If Bordeaux Begles embrace the competition, they top the pool without question, Otherwise, Falcons come into the equation as pool winners. I suspect that both sides will advance to the last eight of the competition despite Dragons trying to upset the form guide. Enisei-STM will be the cannon fodder of the pool and expect the try scored count in this pool to be ridiculously high.
Pool B: Cardiff Blues, Lyon, Sale Sharks, Toulouse
An excellent, competitive pool. Toulouse will use the tournament to rebuild after a traumatic season last year domestically. Europe was a little better but were ultimately humbled by Munster in the last eight of the competition exposing conditioning issues in the pack allied with weak outside defense. Toulouse are a side who will take this competition seriously; their European record is beyond reproach and with a quality pool, management will look to remain focus with a mix of experience and youth.
Cardiff Blues have endured a miserable season on and off the pitch. The lack of financial backing leading to van der Merwe being dealt away from the club before he played a fixture with the side during the summer spoke volumes. The form on the pitch has being disappointing but a couple of bright spots in the one point loss to Warriors at home and a comeback win against Dragons were performances full of endeavor and spark. Tom James continues to excel out wide. Josh Navidi continues to be a leader in the pack whilst Sam Warburton recuperates from injury. A pool which Cardiff Blues will relish; expect them to be competitive at home and in the shakeup come the later rounds but the distinct lack of squad depth is an question mark for the side. Wait and see approach.

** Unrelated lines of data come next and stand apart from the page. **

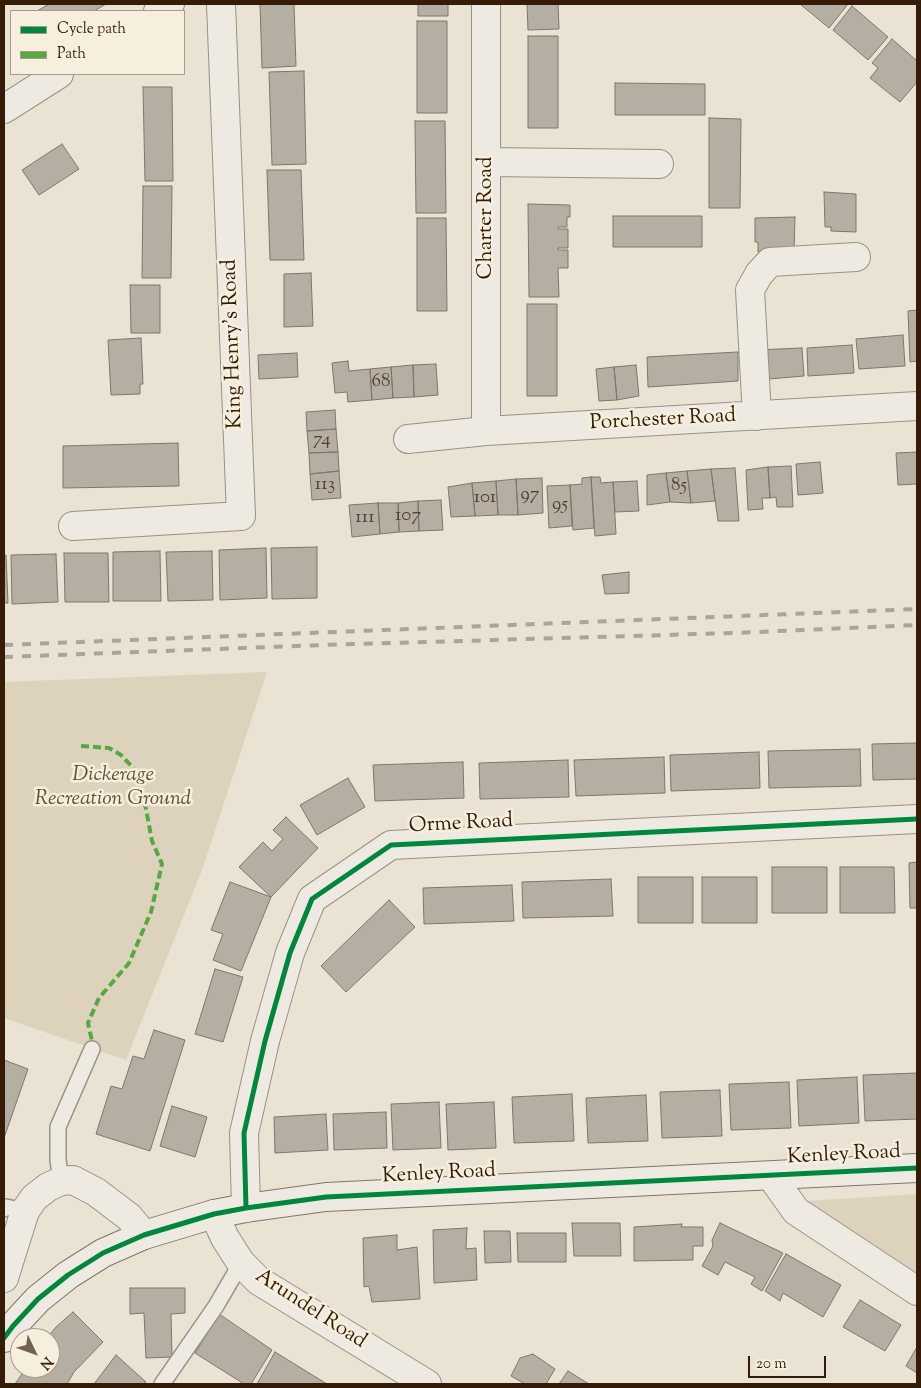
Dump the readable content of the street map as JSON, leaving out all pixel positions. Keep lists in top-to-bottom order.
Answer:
{
  "streets": {
    "street": [
      "Charter Road",
      "King Henry's Road",
      "Porchester Road",
      "Orme Road",
      "Kenley Road",
      "Arundel Road"
    ]
  },
  "crossings": [
    ["Charter Road", "Porchester Road"],
    ["Orme Road", "Kenley Road"],
    ["Kenley Road", "Arundel Road"]
  ],
  "parks": ["Dickerage Recreation Ground"],
  "house_numbers": [
    "68",
    "74",
    "113",
    "85",
    "97",
    "101",
    "95",
    "107",
    "111"
  ],
  "legend": ["Cycle path", "Path"],
  "scale_bar": "20 m",
  "north": "bottom right"
}
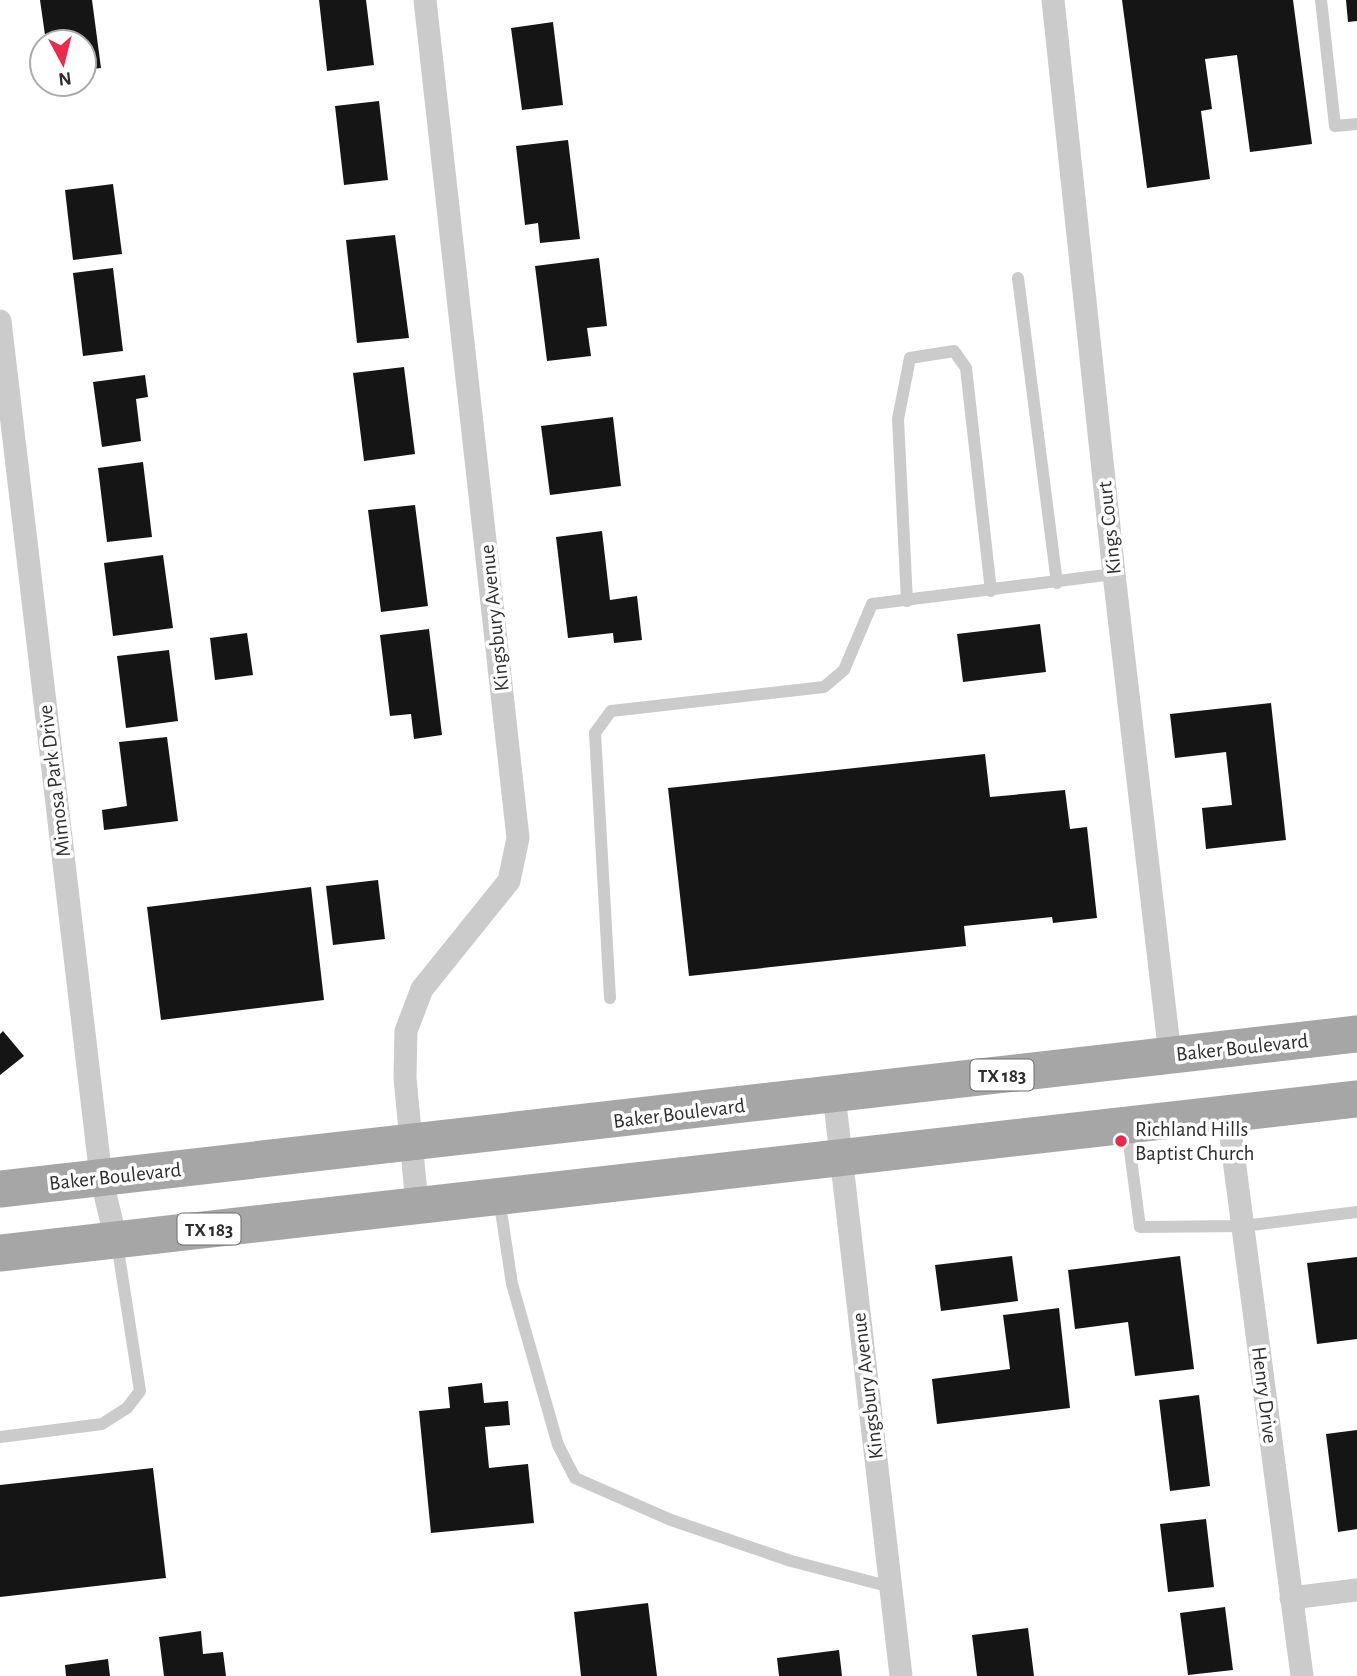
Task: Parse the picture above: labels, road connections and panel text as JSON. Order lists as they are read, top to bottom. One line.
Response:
{"streets":{"main road":["Baker Boulevard","TX 183"],"street":["Kings Court","Kingsbury Avenue","Mimosa Park Drive","Henry Drive"]},"crossings":[["Kings Court","Baker Boulevard"],["Kingsbury Avenue","Baker Boulevard"],["Kingsbury Avenue","TX 183"],["Mimosa Park Drive","Baker Boulevard"],["Mimosa Park Drive","TX 183"],["TX 183","Henry Drive"]],"places":["Richland Hills Baptist Church"],"north":"bottom"}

Lyon are the standout side of this pool but question marks remain on where this competition falls in their priority list. The squad is stacked with the likes of Michalak, Wulf, Fourie, Armitage. If they decide to take this competition seriously, then they qualify as pool winners no question but if they decide to blood academy and fringe players, then they will be out before December. A road trip to Cardiff Blues to start will answer plenty of questions on their motives in this competition.
Sale Sharks have endured a mixed set of results domestically. Steve Diamond can call upon the quality of Josh Strauss, Faf de Klerk and Josh Charnley (rugby league convert). The local indigenous talent in the squad is a work in progress and the pack potentially may be exposed on set piece to prevent a serious play for qualification. Pool opponents will not relish a fixture to Sale but the squad depth of Toulouse and Lyon would suggest that the Aviva Premiership side are up against it.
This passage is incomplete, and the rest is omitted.